__Information supplied__:
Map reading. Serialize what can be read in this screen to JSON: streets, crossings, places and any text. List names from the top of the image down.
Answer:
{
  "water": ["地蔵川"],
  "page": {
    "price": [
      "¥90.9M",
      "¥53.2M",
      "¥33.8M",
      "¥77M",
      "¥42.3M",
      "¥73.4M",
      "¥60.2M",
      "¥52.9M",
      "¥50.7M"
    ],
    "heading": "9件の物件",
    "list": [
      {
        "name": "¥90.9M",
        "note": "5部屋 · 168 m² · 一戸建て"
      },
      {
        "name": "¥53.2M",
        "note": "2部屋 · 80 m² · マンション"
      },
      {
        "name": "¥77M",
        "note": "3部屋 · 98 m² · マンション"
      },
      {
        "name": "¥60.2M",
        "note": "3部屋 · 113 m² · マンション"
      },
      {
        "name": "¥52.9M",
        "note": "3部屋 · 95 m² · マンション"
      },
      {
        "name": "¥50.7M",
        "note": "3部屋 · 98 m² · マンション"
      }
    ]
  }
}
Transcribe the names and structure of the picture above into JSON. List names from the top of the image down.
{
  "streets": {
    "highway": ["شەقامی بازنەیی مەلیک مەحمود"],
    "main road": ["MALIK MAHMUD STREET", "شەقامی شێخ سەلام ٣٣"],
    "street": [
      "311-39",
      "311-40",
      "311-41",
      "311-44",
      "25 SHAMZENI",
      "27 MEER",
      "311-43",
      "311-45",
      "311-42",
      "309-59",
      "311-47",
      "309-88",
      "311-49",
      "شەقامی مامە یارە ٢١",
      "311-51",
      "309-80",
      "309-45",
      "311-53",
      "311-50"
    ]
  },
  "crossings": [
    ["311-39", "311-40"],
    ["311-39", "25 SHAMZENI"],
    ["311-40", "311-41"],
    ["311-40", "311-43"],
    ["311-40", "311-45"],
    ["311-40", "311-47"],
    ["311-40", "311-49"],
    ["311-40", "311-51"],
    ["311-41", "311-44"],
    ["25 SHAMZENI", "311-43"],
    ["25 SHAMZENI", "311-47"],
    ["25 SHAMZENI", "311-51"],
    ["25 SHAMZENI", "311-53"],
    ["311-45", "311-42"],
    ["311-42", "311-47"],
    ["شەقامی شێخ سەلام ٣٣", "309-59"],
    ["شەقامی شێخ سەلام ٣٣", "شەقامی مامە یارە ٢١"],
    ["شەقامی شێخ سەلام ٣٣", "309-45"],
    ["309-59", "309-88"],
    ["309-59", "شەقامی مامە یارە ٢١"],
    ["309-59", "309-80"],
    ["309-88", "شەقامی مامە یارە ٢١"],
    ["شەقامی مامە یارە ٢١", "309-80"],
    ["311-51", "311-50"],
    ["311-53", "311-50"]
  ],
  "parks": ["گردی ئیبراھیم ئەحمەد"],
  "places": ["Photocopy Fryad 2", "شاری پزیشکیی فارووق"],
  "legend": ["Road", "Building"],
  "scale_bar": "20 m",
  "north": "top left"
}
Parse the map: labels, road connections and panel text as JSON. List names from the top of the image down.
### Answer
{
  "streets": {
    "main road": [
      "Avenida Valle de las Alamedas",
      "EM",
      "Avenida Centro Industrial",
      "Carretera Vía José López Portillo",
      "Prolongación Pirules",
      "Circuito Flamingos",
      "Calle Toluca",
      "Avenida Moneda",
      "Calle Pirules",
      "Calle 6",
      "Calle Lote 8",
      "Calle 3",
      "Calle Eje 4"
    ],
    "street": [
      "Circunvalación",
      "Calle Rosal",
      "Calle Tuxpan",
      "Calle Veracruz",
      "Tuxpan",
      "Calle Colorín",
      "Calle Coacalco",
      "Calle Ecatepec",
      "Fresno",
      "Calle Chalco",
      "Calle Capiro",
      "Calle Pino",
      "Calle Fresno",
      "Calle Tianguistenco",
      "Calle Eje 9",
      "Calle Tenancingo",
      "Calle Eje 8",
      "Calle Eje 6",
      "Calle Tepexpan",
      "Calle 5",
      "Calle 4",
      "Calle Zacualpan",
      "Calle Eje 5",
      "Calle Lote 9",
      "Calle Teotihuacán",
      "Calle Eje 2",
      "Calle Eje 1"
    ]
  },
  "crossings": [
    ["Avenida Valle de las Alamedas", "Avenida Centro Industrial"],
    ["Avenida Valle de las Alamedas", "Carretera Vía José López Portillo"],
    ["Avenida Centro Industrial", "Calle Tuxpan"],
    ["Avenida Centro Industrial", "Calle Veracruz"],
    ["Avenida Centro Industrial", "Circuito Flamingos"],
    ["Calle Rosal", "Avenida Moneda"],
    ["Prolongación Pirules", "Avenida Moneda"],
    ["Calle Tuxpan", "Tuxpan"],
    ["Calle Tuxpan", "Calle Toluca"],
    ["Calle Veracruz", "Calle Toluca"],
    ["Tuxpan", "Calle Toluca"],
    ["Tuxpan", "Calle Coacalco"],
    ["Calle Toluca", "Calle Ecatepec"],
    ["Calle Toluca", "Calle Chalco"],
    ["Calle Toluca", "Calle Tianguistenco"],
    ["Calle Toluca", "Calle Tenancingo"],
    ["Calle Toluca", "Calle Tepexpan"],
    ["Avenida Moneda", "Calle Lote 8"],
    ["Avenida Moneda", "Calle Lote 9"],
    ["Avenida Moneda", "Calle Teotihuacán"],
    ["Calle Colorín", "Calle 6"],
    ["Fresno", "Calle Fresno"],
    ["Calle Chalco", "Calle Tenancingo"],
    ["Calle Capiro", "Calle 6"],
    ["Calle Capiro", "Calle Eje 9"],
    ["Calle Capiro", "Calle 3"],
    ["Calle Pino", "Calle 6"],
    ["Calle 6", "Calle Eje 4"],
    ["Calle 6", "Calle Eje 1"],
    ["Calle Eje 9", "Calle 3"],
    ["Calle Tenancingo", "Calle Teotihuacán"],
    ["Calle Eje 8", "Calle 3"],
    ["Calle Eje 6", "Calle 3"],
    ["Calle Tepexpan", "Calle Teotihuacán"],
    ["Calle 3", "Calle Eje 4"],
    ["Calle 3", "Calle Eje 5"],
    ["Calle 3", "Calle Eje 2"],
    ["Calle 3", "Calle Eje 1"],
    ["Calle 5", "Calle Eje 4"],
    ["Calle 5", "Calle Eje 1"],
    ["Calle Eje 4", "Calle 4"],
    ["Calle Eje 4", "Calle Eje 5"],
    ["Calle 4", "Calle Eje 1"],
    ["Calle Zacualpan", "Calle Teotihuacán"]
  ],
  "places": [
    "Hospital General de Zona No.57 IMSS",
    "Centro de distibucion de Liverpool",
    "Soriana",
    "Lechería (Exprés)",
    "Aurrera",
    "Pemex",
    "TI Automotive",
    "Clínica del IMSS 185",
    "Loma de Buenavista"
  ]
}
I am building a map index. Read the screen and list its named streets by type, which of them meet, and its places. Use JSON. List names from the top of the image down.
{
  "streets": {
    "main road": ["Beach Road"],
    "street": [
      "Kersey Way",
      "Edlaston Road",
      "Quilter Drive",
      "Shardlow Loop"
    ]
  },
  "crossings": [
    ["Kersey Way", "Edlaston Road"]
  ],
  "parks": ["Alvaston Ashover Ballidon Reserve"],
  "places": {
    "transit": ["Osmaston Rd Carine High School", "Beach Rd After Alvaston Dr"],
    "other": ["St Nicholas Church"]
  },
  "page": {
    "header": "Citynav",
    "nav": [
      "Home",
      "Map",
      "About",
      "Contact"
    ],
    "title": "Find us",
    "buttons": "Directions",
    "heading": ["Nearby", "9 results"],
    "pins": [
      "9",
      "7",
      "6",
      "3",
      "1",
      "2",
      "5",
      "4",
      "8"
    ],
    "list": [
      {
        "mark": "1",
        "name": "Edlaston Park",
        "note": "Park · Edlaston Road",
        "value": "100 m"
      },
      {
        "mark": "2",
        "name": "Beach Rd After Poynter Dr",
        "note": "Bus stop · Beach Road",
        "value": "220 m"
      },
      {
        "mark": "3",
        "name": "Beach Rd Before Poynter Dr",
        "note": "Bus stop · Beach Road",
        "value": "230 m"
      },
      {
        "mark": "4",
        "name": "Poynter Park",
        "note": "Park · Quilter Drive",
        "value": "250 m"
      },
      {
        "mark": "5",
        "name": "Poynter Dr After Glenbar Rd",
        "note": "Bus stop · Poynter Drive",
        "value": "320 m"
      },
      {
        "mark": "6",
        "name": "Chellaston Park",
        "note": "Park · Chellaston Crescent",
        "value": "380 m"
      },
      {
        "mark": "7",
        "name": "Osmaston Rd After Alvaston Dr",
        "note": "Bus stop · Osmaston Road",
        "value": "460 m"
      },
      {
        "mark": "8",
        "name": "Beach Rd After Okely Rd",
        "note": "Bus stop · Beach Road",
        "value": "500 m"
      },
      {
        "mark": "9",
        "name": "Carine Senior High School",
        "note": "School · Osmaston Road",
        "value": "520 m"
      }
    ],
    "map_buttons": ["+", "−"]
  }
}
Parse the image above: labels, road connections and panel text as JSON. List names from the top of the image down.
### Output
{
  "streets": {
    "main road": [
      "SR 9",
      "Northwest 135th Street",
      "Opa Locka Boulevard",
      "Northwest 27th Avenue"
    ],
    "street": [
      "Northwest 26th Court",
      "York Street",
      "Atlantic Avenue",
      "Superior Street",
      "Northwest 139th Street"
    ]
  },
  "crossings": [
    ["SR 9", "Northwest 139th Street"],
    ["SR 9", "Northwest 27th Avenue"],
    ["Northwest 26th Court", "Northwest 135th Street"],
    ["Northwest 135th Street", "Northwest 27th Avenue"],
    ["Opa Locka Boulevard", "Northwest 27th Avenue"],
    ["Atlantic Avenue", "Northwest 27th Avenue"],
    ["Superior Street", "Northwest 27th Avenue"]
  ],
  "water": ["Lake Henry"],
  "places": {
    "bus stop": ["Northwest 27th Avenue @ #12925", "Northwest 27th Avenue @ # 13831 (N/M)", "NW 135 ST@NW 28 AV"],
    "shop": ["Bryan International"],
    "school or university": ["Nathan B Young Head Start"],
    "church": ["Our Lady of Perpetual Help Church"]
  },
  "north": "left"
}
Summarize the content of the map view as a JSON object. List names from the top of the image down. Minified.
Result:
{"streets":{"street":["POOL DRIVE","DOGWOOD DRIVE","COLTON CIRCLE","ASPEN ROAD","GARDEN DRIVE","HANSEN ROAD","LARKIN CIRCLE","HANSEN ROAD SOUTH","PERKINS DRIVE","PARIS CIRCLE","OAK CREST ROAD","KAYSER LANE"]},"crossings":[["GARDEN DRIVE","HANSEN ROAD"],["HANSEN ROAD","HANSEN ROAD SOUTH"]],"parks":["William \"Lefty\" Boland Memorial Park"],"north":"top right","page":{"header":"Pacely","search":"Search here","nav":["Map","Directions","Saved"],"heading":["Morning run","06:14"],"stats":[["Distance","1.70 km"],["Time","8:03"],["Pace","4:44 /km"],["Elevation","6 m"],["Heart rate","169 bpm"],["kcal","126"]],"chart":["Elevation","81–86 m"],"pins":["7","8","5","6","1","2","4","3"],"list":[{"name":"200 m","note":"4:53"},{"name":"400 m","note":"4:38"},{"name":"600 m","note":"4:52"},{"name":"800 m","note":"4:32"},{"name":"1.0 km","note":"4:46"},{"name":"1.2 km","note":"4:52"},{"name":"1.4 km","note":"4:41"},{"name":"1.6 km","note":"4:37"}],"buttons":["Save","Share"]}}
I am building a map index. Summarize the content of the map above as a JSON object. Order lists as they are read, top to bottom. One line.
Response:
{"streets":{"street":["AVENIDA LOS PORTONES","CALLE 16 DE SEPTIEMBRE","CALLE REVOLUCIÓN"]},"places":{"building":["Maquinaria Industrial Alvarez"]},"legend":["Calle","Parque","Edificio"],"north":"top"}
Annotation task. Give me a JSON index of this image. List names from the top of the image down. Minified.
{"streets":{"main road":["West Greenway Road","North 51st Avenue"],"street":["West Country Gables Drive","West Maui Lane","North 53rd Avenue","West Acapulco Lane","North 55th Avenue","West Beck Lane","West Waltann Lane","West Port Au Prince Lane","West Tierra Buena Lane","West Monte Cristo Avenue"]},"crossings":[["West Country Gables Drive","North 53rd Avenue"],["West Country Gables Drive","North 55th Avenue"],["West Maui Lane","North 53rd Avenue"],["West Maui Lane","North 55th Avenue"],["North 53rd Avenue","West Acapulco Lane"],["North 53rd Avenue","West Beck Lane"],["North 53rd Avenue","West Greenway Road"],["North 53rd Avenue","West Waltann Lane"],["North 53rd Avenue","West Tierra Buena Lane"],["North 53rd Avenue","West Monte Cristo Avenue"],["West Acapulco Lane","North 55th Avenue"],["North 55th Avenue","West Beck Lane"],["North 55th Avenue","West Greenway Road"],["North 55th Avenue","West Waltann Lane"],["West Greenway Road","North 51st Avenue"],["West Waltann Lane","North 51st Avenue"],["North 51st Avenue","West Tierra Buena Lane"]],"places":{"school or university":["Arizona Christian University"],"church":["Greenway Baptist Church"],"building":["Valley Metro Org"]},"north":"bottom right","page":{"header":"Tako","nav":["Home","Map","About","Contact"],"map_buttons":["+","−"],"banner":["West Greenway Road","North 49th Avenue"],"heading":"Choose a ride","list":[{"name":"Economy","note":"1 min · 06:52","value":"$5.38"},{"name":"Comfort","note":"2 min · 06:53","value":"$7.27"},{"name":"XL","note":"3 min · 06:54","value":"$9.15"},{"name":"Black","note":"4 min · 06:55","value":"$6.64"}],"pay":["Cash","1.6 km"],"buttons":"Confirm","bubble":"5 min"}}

__Task description__:
Report every line of the entries that carries the word "Moneda".

__Exercise answer__:
      "Avenida Moneda",
    ["Calle Rosal", "Avenida Moneda"],
    ["Prolongación Pirules", "Avenida Moneda"],
    ["Avenida Moneda", "Calle Lote 8"],
    ["Avenida Moneda", "Calle Lote 9"],
    ["Avenida Moneda", "Calle Teotihuacán"],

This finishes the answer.